Problem
Scan the records for "stream". Show the matching lines.

Source records:
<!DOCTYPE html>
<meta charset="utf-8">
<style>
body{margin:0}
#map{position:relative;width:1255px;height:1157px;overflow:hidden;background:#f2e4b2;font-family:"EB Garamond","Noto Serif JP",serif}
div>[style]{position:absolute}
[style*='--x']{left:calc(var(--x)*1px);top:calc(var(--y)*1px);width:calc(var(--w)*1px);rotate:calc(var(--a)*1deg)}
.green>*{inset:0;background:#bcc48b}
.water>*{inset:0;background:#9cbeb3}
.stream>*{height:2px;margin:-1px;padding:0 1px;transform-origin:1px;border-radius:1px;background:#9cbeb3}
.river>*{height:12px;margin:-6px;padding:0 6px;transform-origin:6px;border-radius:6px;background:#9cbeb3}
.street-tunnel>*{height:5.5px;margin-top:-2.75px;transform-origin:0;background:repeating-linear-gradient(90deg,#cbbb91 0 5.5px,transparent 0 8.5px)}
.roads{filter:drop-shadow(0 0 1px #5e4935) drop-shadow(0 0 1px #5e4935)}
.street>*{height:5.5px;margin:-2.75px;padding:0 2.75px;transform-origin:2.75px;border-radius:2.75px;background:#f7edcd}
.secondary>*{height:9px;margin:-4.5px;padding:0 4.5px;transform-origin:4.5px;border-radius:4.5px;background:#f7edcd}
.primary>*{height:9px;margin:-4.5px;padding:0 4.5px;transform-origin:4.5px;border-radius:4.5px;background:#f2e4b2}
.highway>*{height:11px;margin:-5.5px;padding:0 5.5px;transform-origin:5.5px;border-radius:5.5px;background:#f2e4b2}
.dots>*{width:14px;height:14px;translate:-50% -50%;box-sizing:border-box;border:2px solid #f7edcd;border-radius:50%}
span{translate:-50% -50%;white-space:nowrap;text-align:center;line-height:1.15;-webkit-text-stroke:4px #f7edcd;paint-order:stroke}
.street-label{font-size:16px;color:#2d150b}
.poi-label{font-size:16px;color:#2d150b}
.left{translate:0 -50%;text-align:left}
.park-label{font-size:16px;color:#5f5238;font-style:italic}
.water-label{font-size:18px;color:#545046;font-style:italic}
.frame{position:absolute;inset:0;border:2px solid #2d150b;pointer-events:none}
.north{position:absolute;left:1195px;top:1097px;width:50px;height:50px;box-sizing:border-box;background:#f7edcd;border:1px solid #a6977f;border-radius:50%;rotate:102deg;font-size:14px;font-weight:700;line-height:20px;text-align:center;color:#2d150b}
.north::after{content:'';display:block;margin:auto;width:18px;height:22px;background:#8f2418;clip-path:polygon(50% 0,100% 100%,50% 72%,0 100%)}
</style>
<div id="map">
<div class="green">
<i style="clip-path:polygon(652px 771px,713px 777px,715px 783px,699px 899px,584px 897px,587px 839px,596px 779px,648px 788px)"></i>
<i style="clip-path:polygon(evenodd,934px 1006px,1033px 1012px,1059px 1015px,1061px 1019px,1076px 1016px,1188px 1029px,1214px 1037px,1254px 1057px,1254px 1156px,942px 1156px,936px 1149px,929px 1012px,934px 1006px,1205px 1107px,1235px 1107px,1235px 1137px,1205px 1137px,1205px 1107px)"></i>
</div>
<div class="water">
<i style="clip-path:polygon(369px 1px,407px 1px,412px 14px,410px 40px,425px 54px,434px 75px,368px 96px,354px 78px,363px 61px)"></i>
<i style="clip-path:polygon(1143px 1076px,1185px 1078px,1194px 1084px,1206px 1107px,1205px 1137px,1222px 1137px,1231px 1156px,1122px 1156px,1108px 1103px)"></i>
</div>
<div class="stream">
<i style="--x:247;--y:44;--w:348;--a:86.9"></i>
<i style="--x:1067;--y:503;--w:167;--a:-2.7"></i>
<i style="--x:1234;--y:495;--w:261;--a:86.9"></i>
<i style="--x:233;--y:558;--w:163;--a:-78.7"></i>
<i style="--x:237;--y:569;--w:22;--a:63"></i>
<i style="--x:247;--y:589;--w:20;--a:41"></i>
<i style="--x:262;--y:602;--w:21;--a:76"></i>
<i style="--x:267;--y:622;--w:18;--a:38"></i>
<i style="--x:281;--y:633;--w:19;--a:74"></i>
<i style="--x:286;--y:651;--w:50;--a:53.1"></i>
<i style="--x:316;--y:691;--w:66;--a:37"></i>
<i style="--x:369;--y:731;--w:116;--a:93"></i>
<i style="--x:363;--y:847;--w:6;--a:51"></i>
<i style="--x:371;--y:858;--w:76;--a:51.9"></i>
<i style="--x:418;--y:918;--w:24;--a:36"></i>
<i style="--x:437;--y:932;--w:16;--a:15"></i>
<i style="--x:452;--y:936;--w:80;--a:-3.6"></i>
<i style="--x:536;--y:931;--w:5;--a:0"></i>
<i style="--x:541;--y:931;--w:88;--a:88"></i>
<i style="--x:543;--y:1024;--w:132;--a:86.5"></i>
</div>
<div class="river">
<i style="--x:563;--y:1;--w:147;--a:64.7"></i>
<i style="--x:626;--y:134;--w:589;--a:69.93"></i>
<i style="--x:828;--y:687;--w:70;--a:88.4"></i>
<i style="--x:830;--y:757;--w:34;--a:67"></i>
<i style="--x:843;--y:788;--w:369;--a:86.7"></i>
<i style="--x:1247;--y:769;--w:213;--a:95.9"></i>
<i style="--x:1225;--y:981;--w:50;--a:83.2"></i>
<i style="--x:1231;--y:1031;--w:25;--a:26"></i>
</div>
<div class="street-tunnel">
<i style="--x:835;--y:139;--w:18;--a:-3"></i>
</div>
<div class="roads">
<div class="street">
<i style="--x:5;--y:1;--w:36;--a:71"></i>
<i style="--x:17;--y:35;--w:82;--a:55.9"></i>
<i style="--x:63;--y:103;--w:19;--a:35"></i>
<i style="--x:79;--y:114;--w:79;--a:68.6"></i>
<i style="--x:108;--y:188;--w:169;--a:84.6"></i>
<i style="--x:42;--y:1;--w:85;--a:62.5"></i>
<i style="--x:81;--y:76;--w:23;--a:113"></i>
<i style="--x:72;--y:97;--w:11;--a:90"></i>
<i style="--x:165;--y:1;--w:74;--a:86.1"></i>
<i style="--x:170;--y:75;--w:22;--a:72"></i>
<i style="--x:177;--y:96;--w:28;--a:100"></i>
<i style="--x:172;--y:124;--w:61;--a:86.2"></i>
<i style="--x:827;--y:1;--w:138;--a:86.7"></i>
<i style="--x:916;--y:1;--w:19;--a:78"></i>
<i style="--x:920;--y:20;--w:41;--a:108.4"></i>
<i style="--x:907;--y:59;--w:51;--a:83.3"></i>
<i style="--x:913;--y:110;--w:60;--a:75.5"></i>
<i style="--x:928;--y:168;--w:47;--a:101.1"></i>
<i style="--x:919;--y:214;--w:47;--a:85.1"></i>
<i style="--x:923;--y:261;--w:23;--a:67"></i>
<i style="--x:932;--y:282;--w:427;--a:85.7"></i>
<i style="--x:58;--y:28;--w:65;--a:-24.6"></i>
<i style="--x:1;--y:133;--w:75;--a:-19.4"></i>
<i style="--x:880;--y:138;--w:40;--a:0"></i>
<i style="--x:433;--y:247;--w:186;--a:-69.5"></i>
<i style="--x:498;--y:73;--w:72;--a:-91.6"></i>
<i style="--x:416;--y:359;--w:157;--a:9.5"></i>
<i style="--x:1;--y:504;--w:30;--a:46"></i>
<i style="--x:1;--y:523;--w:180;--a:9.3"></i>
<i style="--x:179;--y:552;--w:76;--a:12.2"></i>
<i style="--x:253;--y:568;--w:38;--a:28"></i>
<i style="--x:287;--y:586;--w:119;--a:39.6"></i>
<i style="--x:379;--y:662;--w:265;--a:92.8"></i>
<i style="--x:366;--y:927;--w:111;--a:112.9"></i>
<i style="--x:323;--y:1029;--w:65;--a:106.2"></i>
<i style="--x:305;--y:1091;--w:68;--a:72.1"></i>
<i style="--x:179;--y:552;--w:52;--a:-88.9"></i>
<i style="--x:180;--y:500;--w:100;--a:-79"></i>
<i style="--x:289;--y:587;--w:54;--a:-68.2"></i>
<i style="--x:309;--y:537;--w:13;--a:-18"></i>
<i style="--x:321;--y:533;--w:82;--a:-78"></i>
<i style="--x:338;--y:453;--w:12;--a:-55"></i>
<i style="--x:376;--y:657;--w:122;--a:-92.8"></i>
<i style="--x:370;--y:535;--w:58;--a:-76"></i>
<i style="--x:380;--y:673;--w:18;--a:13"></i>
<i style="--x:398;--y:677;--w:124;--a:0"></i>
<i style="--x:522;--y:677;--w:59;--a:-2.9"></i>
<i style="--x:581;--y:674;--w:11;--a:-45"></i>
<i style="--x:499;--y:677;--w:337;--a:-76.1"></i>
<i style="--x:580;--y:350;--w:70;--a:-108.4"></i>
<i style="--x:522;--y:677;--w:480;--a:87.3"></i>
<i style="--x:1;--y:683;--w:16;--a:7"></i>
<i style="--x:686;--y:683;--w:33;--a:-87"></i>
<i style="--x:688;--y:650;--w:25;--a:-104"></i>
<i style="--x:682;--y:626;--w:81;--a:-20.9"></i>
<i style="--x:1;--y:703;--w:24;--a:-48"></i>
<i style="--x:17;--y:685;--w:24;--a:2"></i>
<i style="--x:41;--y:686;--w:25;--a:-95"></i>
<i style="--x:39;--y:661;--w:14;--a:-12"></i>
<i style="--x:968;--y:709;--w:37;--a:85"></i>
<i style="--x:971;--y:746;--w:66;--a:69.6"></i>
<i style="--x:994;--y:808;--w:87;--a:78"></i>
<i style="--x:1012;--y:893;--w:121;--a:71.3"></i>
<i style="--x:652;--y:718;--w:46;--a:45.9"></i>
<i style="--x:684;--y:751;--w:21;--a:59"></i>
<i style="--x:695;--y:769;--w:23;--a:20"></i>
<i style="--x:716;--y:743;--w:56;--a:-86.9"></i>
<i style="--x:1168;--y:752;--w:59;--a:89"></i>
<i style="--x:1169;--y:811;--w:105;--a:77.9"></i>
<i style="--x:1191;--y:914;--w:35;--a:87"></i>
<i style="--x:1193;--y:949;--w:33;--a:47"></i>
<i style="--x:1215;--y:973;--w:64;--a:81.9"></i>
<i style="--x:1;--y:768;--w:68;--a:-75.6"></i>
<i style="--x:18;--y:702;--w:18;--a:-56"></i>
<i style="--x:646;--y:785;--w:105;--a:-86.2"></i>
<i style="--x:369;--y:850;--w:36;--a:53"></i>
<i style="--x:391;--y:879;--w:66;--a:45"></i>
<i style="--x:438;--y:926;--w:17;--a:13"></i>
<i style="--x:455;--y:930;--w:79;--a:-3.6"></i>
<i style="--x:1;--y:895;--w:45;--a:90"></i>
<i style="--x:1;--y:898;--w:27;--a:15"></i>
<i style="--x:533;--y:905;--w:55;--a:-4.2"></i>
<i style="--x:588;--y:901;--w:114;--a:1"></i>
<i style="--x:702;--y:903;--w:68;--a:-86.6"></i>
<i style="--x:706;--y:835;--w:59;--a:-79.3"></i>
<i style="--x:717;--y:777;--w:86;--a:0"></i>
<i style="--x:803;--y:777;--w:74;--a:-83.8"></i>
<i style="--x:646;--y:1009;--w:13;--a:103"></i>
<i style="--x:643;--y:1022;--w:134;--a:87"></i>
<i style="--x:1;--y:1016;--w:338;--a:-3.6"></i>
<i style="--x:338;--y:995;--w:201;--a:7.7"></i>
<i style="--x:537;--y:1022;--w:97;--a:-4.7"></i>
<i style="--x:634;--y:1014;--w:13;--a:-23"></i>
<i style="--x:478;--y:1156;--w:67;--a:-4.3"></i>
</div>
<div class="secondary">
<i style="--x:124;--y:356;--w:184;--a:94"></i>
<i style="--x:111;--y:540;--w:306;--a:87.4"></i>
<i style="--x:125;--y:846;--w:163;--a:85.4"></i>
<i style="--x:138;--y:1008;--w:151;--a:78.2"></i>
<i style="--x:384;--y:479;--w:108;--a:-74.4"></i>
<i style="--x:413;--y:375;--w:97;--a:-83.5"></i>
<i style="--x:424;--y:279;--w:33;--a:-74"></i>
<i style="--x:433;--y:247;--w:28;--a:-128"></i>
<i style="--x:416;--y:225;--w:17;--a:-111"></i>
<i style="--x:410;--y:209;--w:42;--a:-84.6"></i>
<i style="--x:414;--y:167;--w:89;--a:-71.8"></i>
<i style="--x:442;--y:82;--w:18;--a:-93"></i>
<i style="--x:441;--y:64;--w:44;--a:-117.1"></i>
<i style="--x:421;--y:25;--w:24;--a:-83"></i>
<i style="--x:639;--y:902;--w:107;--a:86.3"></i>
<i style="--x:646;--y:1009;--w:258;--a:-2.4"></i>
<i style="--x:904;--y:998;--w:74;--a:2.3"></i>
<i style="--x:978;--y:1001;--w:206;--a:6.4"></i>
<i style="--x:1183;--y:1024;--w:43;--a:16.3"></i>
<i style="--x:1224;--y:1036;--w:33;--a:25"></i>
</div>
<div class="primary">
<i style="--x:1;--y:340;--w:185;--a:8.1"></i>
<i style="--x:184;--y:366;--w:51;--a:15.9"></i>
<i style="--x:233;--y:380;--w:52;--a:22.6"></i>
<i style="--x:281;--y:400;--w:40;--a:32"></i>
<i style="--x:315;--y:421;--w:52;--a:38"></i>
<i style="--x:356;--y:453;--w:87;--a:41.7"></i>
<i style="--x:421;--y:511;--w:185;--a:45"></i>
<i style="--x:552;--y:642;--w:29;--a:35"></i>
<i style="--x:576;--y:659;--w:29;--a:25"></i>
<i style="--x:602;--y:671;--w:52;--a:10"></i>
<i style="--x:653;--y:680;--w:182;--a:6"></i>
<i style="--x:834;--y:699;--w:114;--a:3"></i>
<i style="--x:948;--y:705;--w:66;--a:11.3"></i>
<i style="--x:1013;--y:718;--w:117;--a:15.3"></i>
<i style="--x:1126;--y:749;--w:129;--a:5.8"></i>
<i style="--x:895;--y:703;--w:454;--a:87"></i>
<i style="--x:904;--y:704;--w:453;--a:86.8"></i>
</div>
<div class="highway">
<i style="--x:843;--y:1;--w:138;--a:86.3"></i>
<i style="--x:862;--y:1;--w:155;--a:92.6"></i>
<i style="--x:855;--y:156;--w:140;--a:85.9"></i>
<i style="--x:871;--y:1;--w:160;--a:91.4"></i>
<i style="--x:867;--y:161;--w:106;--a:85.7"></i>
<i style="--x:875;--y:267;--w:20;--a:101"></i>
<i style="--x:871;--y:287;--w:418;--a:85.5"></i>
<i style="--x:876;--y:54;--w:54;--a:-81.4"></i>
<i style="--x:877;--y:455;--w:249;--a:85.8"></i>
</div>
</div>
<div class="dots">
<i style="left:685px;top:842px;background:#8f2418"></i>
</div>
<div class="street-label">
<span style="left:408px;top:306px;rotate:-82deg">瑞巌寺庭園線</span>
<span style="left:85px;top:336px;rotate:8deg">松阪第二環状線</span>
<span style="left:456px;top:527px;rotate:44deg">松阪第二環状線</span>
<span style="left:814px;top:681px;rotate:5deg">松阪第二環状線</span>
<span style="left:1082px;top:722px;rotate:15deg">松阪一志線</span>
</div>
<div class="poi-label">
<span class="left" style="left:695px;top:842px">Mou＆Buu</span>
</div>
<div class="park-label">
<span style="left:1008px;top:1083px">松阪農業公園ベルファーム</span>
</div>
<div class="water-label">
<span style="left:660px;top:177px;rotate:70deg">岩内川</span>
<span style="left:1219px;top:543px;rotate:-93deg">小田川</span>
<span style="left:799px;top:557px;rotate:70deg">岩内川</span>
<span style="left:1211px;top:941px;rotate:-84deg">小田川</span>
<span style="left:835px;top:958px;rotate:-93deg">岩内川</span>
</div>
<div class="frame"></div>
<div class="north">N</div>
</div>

--

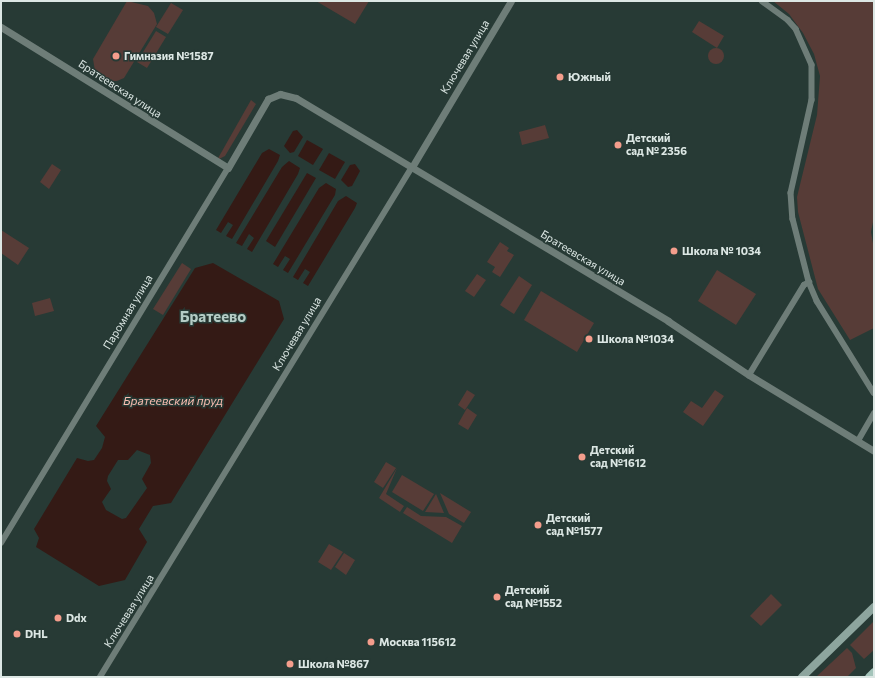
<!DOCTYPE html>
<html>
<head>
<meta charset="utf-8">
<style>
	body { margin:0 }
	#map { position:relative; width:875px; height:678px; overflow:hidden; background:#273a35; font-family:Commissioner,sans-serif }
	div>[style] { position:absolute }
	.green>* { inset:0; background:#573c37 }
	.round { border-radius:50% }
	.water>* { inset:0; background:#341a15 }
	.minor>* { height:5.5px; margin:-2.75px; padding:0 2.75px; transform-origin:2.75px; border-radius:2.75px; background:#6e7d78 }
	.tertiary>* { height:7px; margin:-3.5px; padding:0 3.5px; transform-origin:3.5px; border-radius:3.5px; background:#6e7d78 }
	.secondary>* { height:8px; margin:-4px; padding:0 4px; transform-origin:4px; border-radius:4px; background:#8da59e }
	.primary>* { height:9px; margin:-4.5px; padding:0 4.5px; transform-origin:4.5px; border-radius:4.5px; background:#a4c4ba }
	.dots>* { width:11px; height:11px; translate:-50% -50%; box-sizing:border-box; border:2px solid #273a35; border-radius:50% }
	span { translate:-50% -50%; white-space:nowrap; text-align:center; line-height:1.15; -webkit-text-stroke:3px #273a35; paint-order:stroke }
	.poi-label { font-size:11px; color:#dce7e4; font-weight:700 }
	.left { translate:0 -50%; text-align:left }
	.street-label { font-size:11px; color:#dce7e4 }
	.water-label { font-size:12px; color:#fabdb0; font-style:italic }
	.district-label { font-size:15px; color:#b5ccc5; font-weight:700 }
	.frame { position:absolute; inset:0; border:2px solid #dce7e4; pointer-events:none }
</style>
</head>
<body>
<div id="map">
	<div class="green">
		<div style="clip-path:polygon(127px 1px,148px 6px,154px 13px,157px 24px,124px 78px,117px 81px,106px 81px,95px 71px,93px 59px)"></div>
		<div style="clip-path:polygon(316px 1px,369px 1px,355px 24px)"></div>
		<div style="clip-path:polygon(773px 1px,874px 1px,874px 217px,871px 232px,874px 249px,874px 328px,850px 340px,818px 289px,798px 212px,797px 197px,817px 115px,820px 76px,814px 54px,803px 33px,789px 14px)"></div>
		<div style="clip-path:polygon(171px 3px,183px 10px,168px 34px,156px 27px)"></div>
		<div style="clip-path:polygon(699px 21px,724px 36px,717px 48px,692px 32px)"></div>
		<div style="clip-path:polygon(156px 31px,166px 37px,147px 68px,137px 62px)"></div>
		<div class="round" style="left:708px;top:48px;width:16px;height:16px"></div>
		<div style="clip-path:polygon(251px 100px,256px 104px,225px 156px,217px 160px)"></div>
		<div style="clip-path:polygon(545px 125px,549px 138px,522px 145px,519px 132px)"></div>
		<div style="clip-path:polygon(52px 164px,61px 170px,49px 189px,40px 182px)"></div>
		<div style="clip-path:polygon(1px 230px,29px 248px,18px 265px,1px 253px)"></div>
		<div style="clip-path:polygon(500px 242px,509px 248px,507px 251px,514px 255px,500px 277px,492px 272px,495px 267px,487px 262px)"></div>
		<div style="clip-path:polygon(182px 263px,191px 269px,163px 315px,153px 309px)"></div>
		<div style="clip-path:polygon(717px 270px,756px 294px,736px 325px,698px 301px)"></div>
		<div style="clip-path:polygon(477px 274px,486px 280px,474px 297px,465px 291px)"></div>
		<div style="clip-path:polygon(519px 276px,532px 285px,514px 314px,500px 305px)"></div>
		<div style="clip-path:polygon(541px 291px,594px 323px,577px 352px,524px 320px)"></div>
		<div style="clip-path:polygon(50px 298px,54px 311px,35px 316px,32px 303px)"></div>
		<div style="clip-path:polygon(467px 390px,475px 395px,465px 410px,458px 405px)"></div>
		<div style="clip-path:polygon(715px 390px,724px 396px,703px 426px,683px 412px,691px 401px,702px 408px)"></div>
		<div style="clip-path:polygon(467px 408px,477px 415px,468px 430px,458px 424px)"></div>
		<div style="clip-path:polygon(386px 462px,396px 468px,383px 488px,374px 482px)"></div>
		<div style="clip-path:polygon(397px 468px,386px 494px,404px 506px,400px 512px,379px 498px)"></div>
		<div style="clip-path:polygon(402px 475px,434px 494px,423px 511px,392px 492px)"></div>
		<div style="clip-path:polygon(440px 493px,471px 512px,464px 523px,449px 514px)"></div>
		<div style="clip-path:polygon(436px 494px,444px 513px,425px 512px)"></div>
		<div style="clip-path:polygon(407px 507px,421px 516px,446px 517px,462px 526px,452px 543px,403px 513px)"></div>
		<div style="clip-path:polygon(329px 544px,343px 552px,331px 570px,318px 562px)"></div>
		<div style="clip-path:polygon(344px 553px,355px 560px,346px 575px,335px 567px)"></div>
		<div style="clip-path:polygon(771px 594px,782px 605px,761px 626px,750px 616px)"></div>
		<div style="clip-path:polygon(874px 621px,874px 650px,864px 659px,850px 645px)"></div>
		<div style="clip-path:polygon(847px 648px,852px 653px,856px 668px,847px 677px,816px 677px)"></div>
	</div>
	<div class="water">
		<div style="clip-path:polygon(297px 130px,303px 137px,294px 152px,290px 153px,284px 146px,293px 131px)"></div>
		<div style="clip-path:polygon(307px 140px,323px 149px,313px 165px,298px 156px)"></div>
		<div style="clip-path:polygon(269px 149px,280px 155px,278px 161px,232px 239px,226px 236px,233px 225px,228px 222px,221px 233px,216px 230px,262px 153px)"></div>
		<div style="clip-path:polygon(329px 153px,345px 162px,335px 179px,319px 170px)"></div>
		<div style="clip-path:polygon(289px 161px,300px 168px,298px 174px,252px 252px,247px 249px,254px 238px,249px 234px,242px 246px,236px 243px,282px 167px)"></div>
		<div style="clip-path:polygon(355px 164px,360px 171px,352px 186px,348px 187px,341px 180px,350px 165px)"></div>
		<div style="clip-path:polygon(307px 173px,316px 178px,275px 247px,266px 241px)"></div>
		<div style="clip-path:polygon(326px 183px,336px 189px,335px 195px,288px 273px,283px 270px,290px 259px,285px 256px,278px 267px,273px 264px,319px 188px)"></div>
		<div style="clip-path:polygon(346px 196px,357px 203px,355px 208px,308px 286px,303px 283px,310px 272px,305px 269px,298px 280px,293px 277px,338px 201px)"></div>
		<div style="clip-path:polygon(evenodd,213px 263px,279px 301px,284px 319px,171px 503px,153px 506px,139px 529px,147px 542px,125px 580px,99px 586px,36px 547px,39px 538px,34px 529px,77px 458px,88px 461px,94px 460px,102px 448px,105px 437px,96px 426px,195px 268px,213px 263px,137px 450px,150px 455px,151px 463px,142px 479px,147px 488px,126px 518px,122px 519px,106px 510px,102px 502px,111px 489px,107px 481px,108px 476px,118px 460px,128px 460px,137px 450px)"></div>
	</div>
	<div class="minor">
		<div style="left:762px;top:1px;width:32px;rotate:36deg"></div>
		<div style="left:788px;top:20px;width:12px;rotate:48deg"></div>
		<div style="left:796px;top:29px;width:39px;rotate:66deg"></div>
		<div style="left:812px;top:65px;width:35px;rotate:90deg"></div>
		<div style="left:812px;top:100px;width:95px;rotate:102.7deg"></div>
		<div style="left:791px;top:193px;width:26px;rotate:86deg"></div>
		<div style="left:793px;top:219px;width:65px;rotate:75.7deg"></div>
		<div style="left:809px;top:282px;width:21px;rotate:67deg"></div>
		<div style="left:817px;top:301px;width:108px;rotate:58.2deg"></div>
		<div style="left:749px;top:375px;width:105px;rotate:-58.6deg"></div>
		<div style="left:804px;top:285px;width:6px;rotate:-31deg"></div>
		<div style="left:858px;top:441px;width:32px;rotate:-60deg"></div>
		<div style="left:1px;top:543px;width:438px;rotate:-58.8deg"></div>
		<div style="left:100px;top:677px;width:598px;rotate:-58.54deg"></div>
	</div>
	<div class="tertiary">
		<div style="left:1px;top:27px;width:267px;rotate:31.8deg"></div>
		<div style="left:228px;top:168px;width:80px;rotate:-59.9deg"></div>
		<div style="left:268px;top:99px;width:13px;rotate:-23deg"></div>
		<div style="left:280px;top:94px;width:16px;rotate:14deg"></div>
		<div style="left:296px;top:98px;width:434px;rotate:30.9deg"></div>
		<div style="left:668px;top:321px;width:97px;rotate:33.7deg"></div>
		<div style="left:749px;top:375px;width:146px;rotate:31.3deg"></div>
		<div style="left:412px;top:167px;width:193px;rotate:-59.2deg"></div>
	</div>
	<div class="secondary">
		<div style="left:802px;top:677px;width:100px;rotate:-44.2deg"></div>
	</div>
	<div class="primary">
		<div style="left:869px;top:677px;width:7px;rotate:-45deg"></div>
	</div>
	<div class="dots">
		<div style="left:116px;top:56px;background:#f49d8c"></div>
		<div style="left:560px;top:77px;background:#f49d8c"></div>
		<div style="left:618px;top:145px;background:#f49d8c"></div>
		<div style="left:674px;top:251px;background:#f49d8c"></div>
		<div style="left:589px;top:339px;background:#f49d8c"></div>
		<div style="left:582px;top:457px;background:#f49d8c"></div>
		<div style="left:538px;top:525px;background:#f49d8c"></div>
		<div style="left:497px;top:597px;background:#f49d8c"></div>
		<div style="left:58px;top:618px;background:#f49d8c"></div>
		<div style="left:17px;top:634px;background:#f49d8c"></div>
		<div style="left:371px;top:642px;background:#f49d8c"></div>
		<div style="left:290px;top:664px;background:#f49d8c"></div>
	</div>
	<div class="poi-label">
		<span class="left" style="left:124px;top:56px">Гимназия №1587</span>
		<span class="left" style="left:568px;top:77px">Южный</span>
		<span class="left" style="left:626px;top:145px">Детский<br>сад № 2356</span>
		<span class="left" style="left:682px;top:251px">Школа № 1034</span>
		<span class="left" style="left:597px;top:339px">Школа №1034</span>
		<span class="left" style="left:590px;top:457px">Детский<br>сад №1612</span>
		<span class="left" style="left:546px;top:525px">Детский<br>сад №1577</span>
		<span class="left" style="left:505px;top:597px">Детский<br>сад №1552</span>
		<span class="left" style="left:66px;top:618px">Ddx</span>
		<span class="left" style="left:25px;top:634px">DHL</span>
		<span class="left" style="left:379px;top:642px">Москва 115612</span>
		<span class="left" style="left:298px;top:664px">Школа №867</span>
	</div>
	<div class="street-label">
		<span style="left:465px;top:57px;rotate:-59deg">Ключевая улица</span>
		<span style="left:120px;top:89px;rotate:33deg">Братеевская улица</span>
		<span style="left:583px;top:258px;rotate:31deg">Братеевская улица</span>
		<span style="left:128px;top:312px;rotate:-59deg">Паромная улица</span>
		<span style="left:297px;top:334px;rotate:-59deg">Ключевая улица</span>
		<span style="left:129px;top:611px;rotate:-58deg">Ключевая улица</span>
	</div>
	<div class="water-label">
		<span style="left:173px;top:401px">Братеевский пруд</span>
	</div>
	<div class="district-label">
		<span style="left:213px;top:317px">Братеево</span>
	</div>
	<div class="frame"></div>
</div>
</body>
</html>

Answer to this task
.stream>*{height:2px;margin:-1px;padding:0 1px;transform-origin:1px;border-radius:1px;background:#9cbeb3}
<div class="stream">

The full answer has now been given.